Friday, March 28, 2008

Life on Mars - Kai Althoff

Continuing with the CI08 preview -



From Kai Althoff's Saatchi my Gallery - Althoff's soldiers are drawn with delicate stylized dandyism. Conveyed with refined nobility, debauchery and humanity become indistinguishable; cruelty is portrayed with an acute tenderness. Flattened to an almost decorative motif, Althoff’s scene reads like theatre. Reminiscent of Georg Grosz's depictions of Berlin’s WW1 underworld, deplorable action is staged for consensual pleasure, a chic poster glamorizing the (un)desirable.

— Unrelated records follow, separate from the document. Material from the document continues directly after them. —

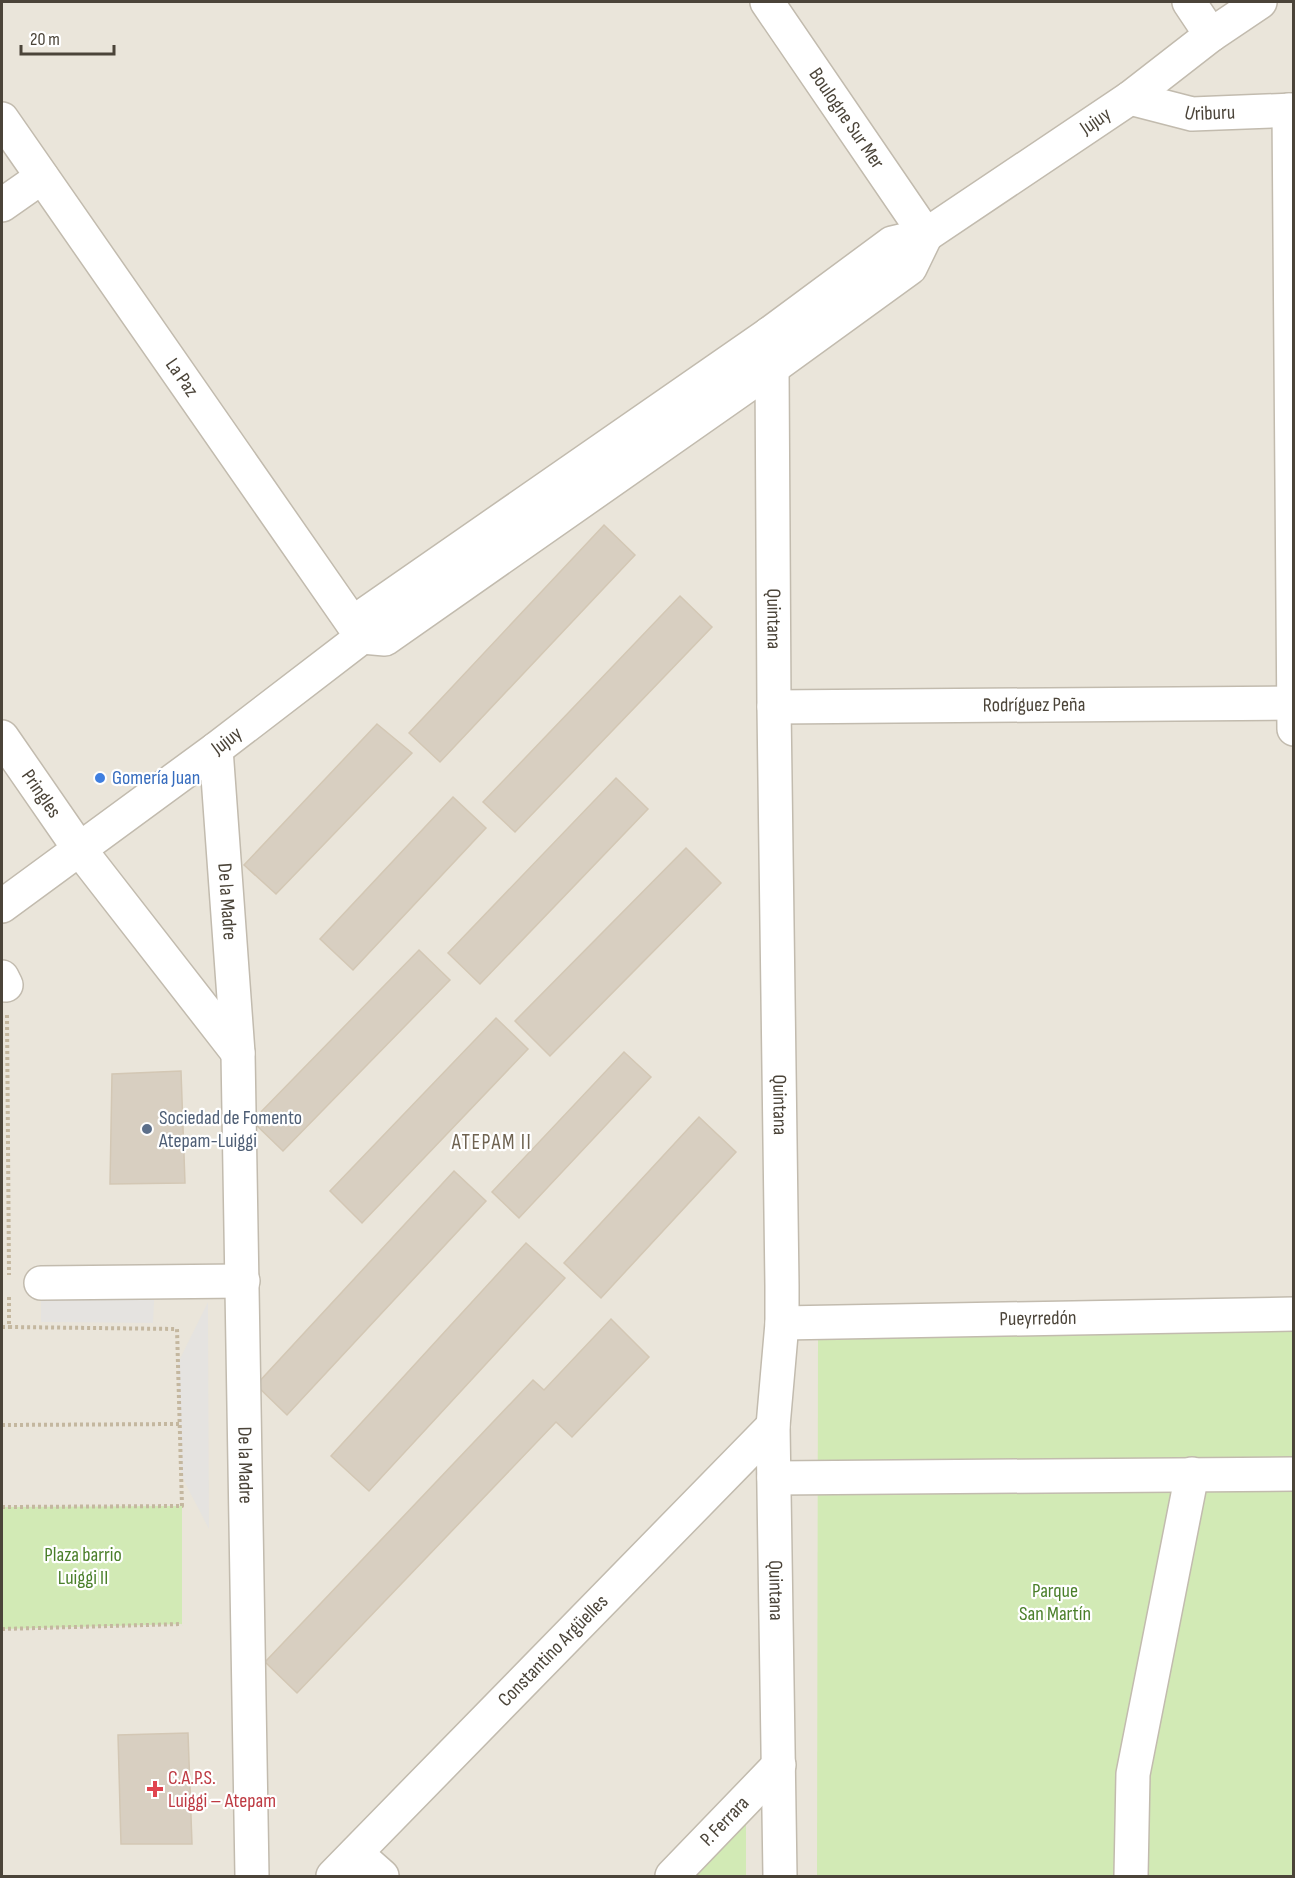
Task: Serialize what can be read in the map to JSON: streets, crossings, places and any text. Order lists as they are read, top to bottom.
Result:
{
  "streets": {
    "street": [
      "Uriburu",
      "Boulogne Sur Mer",
      "Jujuy",
      "La Paz",
      "Quintana",
      "Rodríguez Peña",
      "Pringles",
      "De la Madre",
      "Pueyrredón",
      "Constantino Argüelles",
      "P. Ferrara"
    ]
  },
  "crossings": [
    ["Uriburu", "Jujuy"],
    ["Boulogne Sur Mer", "Jujuy"],
    ["Jujuy", "La Paz"],
    ["Jujuy", "Pringles"],
    ["Jujuy", "De la Madre"],
    ["Quintana", "Rodríguez Peña"],
    ["Quintana", "Pueyrredón"],
    ["Quintana", "Constantino Argüelles"],
    ["Quintana", "P. Ferrara"]
  ],
  "districts": ["ATEPAM II"],
  "parks": ["Plaza barrio Luiggi II", "Parque San Martín"],
  "places": {
    "other": ["Gomería Juan", "Sociedad de Fomento Atepam-Luiggi"],
    "health": ["C.A.P.S. Luiggi – Atepam"]
  },
  "scale_bar": "20 m"
}
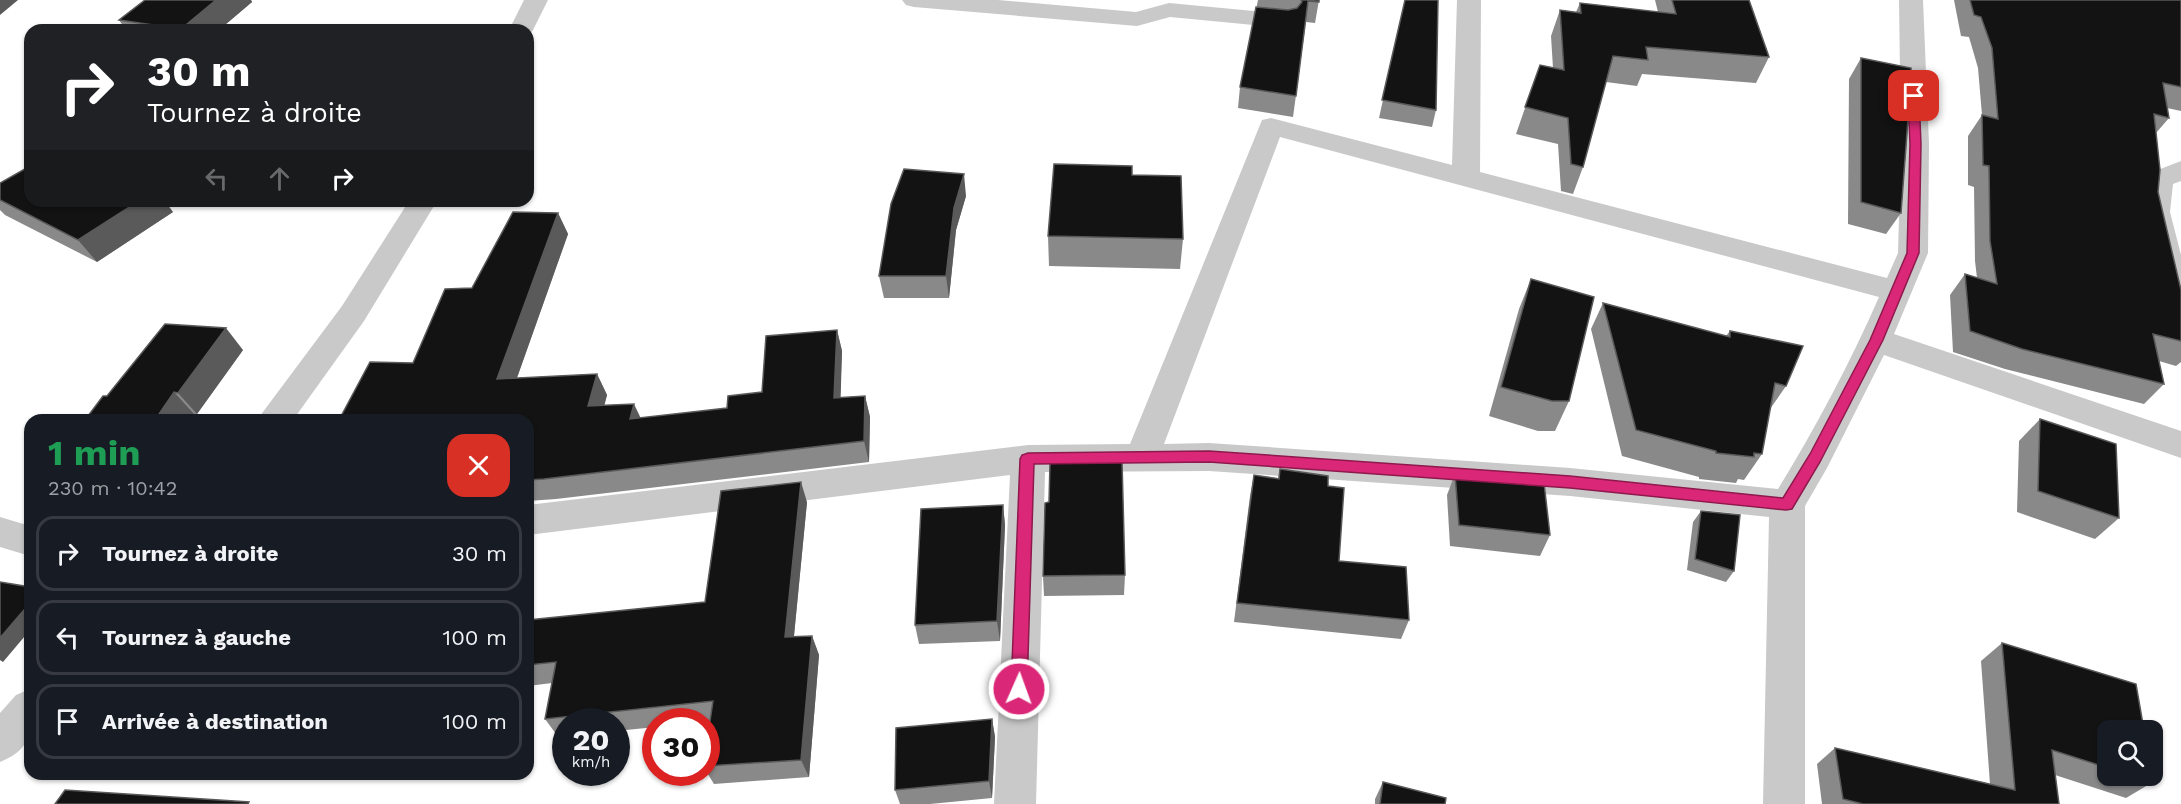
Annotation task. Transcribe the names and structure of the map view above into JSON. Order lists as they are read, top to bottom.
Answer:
{
  "page": {
    "turn": ["30 m", "Tournez à droite"],
    "heading": ["1 min", "230 m · 10:42"],
    "list": [
      {
        "name": "Tournez à droite",
        "value": "30 m"
      },
      {
        "name": "Tournez à gauche",
        "value": "100 m"
      },
      {
        "name": "Arrivée à destination",
        "value": "100 m"
      }
    ],
    "speed": "20 km/h",
    "limit": "30"
  }
}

The thing that first struck me about this artist's work was the antique quality of his imagery. Instead of depicting a modern soldier, he has chosen to depict soldiers from decades ago. I saw this particularly on the Saatchi gallery page. Although in the Google image search there are a number of pieces whose depiction was more contemporary, I would say that the majority took their inspiration from the 1920's - 40's. I've noticed this a lot with contemporary representational artists. I am sure that this is supposed to be ever so ironic and referential and all of that contemporary Art-As-Cloistered-Society vibe.

At any rate, this is a pretty strong contrast to what I found for Doug Aitken.